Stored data
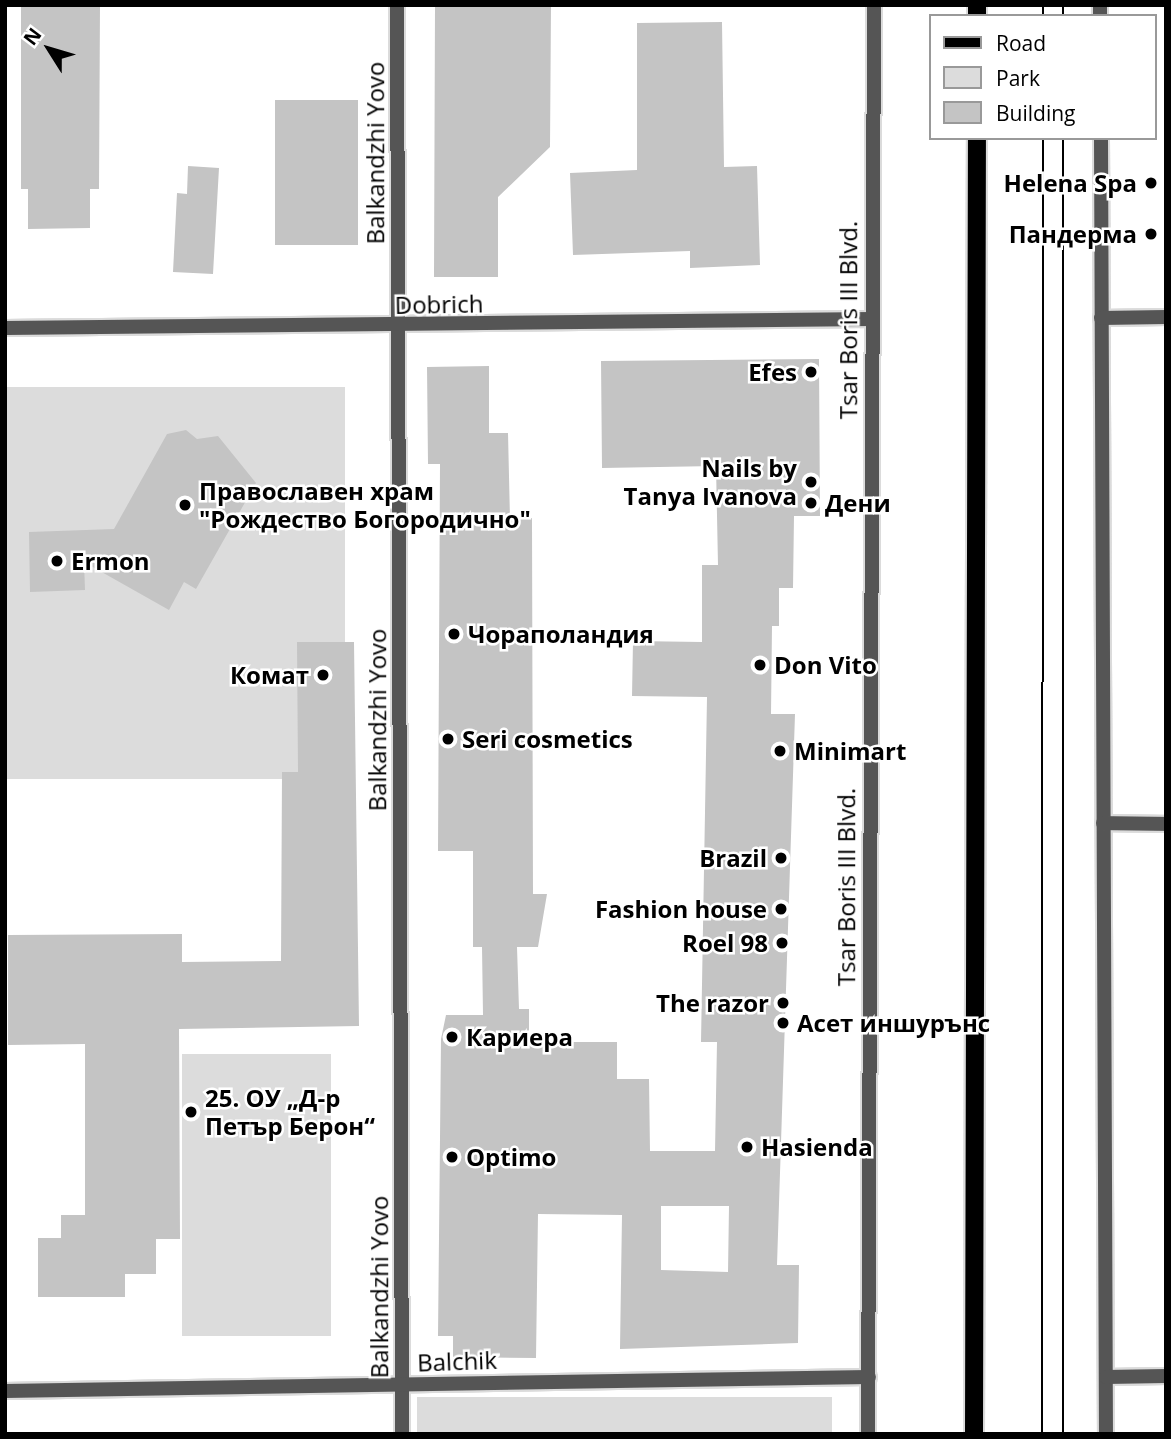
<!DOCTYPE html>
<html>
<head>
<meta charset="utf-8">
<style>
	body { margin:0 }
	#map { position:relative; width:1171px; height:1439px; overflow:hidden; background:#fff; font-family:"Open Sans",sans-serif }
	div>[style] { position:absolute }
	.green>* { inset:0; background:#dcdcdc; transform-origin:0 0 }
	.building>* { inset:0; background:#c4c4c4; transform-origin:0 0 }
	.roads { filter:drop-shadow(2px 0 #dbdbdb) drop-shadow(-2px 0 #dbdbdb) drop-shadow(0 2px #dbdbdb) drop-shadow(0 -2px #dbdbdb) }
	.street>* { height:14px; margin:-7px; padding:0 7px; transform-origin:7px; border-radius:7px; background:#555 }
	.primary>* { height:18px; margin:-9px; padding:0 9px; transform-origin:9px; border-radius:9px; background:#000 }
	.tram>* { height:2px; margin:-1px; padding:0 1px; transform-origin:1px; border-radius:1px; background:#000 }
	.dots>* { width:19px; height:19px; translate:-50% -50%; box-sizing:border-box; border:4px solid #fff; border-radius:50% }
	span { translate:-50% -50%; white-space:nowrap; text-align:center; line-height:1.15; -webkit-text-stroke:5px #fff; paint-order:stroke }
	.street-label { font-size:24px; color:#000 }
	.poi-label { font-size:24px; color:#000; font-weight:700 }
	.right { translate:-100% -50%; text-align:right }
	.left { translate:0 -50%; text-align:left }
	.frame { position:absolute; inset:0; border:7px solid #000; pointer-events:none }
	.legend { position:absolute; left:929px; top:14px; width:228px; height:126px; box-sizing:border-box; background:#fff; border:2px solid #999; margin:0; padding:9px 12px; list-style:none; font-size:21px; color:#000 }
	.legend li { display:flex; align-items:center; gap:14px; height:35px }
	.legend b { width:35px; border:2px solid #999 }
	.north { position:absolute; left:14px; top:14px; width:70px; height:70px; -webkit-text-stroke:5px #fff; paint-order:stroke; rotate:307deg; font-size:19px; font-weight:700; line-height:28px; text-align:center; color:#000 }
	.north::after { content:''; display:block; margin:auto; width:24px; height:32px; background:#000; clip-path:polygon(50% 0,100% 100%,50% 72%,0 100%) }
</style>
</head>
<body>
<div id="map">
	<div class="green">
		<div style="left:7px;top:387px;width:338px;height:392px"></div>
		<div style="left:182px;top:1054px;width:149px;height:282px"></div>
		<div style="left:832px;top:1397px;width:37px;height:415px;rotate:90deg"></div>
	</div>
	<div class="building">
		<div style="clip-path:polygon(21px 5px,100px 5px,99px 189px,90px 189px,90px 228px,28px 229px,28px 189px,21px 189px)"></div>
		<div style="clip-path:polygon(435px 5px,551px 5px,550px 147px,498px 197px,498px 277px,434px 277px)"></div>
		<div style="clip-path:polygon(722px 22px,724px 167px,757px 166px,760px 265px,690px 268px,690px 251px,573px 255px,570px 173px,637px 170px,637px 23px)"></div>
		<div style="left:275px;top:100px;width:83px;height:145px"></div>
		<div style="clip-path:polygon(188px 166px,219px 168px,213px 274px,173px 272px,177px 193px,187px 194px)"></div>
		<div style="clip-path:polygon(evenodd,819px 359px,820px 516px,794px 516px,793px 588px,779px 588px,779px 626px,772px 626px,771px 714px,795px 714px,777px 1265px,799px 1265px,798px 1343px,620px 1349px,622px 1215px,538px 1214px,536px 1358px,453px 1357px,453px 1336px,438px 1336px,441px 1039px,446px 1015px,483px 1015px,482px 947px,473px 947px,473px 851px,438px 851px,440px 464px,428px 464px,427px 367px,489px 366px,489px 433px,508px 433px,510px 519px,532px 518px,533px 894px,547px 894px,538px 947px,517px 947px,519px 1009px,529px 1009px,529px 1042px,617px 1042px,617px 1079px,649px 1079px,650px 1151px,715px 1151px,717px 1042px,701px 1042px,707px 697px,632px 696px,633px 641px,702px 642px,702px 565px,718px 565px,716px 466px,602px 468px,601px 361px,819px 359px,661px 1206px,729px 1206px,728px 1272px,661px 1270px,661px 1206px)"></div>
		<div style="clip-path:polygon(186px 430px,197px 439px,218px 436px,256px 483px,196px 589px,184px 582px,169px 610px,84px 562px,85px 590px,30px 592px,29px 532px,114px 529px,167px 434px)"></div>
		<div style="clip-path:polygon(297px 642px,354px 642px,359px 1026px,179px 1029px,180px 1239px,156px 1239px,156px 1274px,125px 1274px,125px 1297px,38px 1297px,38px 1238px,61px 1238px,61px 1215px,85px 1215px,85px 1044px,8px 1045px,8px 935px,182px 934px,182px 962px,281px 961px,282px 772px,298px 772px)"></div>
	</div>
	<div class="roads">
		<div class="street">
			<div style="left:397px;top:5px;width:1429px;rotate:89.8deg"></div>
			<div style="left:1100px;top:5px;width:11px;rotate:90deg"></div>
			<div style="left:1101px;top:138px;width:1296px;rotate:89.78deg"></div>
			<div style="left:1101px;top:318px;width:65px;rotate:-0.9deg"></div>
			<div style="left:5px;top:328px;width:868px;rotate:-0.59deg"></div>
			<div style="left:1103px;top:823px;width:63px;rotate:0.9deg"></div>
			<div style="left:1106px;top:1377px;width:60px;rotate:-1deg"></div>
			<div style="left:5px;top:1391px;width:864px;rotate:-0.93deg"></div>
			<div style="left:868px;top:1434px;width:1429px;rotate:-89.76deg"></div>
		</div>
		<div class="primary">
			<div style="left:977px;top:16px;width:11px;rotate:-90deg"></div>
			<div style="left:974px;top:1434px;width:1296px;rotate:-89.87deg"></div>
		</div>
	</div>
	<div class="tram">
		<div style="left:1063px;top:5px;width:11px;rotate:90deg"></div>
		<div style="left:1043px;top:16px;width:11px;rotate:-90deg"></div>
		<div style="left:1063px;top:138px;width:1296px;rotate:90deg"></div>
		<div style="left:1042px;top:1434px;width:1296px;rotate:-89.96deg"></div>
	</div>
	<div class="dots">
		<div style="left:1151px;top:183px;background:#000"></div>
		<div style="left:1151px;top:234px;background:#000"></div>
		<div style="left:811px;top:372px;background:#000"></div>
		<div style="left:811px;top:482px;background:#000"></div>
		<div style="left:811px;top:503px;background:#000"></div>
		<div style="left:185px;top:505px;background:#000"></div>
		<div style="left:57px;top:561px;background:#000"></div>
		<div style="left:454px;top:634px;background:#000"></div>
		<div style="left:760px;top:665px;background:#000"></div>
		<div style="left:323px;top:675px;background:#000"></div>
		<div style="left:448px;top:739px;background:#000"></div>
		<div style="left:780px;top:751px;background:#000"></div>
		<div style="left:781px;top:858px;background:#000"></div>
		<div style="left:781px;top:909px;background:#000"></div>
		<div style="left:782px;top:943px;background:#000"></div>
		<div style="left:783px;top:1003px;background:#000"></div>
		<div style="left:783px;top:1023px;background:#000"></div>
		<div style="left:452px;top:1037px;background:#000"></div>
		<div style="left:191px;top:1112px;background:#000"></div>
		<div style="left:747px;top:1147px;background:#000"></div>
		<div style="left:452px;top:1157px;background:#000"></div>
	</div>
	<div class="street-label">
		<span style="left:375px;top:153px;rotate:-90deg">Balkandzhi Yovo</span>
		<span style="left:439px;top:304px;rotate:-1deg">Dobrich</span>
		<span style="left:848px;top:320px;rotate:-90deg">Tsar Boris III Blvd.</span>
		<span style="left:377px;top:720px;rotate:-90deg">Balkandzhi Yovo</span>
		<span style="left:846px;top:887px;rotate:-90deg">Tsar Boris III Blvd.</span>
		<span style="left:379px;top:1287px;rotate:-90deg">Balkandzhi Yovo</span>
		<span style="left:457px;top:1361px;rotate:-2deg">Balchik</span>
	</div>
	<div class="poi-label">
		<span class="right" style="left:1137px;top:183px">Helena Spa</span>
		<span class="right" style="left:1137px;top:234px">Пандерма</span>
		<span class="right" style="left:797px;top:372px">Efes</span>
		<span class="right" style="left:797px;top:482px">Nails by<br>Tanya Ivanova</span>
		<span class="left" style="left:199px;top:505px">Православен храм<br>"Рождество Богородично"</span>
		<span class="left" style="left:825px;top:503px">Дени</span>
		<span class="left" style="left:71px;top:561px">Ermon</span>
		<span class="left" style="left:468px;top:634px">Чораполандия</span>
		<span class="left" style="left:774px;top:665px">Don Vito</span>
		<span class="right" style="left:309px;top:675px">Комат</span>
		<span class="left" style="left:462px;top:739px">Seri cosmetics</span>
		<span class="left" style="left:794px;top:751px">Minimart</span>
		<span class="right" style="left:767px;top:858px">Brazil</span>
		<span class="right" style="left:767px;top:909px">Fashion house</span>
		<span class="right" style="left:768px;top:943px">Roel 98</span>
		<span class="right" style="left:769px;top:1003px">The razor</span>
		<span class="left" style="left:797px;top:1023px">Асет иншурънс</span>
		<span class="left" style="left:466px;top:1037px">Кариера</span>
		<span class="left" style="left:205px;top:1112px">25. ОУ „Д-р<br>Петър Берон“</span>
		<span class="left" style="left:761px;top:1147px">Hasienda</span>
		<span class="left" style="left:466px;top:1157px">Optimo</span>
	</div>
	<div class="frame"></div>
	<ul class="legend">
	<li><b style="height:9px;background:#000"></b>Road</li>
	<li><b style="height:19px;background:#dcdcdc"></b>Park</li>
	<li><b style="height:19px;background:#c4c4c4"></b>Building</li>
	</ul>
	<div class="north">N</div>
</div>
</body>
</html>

Directions for this task -
Copy out the lines above exactly, beginning at the one that contains "inset:0; background:#c4c4c4; transform-origin:0" and ending at the one that contains "display:flex; align-items:center; gap:14px;".

Task result -
	.building>* { inset:0; background:#c4c4c4; transform-origin:0 0 }
	.roads { filter:drop-shadow(2px 0 #dbdbdb) drop-shadow(-2px 0 #dbdbdb) drop-shadow(0 2px #dbdbdb) drop-shadow(0 -2px #dbdbdb) }
	.street>* { height:14px; margin:-7px; padding:0 7px; transform-origin:7px; border-radius:7px; background:#555 }
	.primary>* { height:18px; margin:-9px; padding:0 9px; transform-origin:9px; border-radius:9px; background:#000 }
	.tram>* { height:2px; margin:-1px; padding:0 1px; transform-origin:1px; border-radius:1px; background:#000 }
	.dots>* { width:19px; height:19px; translate:-50% -50%; box-sizing:border-box; border:4px solid #fff; border-radius:50% }
	span { translate:-50% -50%; white-space:nowrap; text-align:center; line-height:1.15; -webkit-text-stroke:5px #fff; paint-order:stroke }
	.street-label { font-size:24px; color:#000 }
	.poi-label { font-size:24px; color:#000; font-weight:700 }
	.right { translate:-100% -50%; text-align:right }
	.left { translate:0 -50%; text-align:left }
	.frame { position:absolute; inset:0; border:7px solid #000; pointer-events:none }
	.legend { position:absolute; left:929px; top:14px; width:228px; height:126px; box-sizing:border-box; background:#fff; border:2px solid #999; margin:0; padding:9px 12px; list-style:none; font-size:21px; color:#000 }
	.legend li { display:flex; align-items:center; gap:14px; height:35px }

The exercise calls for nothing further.